Chip Bergh, president and CEO of Levi Strauss, wrote an open letter on social media platform LinkedIn explaining that guns have no place in his stores, especially in light of recent terror attacks:
The debate in the U.S. over gun safety and gun rights is as complex as it is divisive. As a former army officer, a father and business leader, I’ve heard the arguments from all sides. And, as CEO of a 163-year-old company whose products and presence rest at the intersection of culture and community in more than 110 countries around the world, I feel a tremendous responsibility to share our position on the issue, now, at a time when clarity is paramount.
Providing a safe environment to work and shop is a top priority for us at Levi Strauss & Co. That imperative is quickly challenged, however, when a weapon is carried into one of our stores. Recently, we had an incident in one of our stores where a gun inadvertently went off, injuring the customer who was carrying it.”
Bergh tried to remain neutral, adding that the company understands “both sides” of the gun debate in the U.S., but ultimately, he said, their main priority is the safety of both employees and customers:
“…we respectfully ask people not to bring firearms into our stores, offices or facilities, even in states where it’s permitted by law. Of course, authorized members of law enforcement are an exception.

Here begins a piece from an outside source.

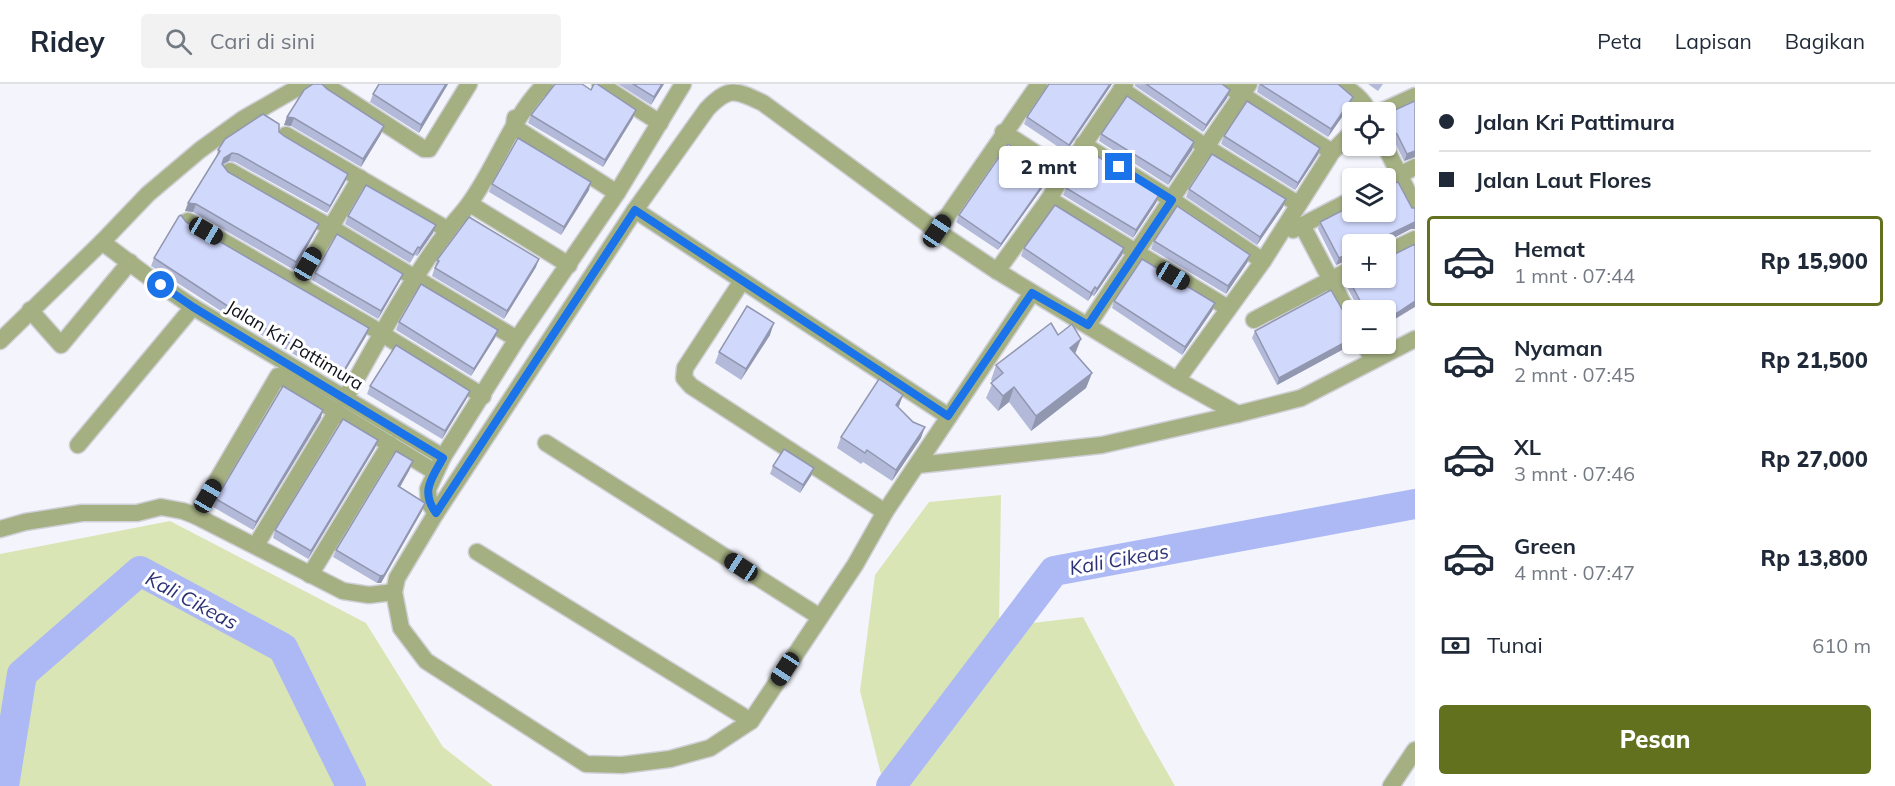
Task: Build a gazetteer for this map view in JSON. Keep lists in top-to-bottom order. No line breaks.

With stores in Paris, Nice and Orlando, and the company’s European headquarters in Brussels, I’ve thought more about safety in the past year than in the previous three decades of my career because of how ‘close to home’ so many incidents with guns have come to impacting people working for this company.”
He went on to say that it was a simple request from Levi Strauss, not a mandate, but asked people to “respect” the company’s position.
Like any other opinion surrounding guns in America, it was quickly met with responses of both praise and criticism.
Dwight Rich said he’s been a Levi’s customer for a long while and respects the company’s decision, but will now shop elsewhere:
“I’ll be giving my business to Lucky Jeans going forward and you are struck off my list. I believe in safety, as well. A Gun Free Zone does not constitute safety… but you haven’t figured that out yet. Let’s hope you don’t figure out the hard way, because lawful carriers are the least of your worries. Your ignorance is much more dangerous.”
Casey Galt Kawner completely agreed:
“Well, it’s a free market request. I have a free market response: No more Levi Strauss & Co products in my closet.
I carry a pistol, hidden inside the waistband in a holster designed to safely do so. If I’m not allowed to try on pants with my daily accoutrements at their stores, then I’ll try on someone else’s pants.”
That said, people like Charlie McKeon Jr. are thankful Levi Strauss took a step in keeping people “safe”:
“Thanks for the gun-free policy statement to keep Levi’s employees and customers safe.”
Judy Bianca is a loyal customer and said she’ll continue to be:
“A big thank you to Levi Strauss in support of their no gun policy. Always loved your jeans and jackets. Love them more now!!!”
In an interview with Fortune, Bergh said he “consulted” with Starbucks before writing his letter, the same company that requested customers come to their coffee shops without firearms in 2013.
Howard Schultz, Starbucks chairman, president, and chief executive officer, made the call three years ago after a slew of mass shootings, but his decision was met with reactions similar to those Levi Strauss is now getting.
Bergh, a former U.S. Army captain who doesn’t currently own a gun, said the new firearm policy isn’t meant to disrespect gun owners by being an outright ban, rather just the opposite, a request:
“The way to do this is with respect for gun owners.”
The 59-year-old added that he expected the backlash, but remains firm in his decision.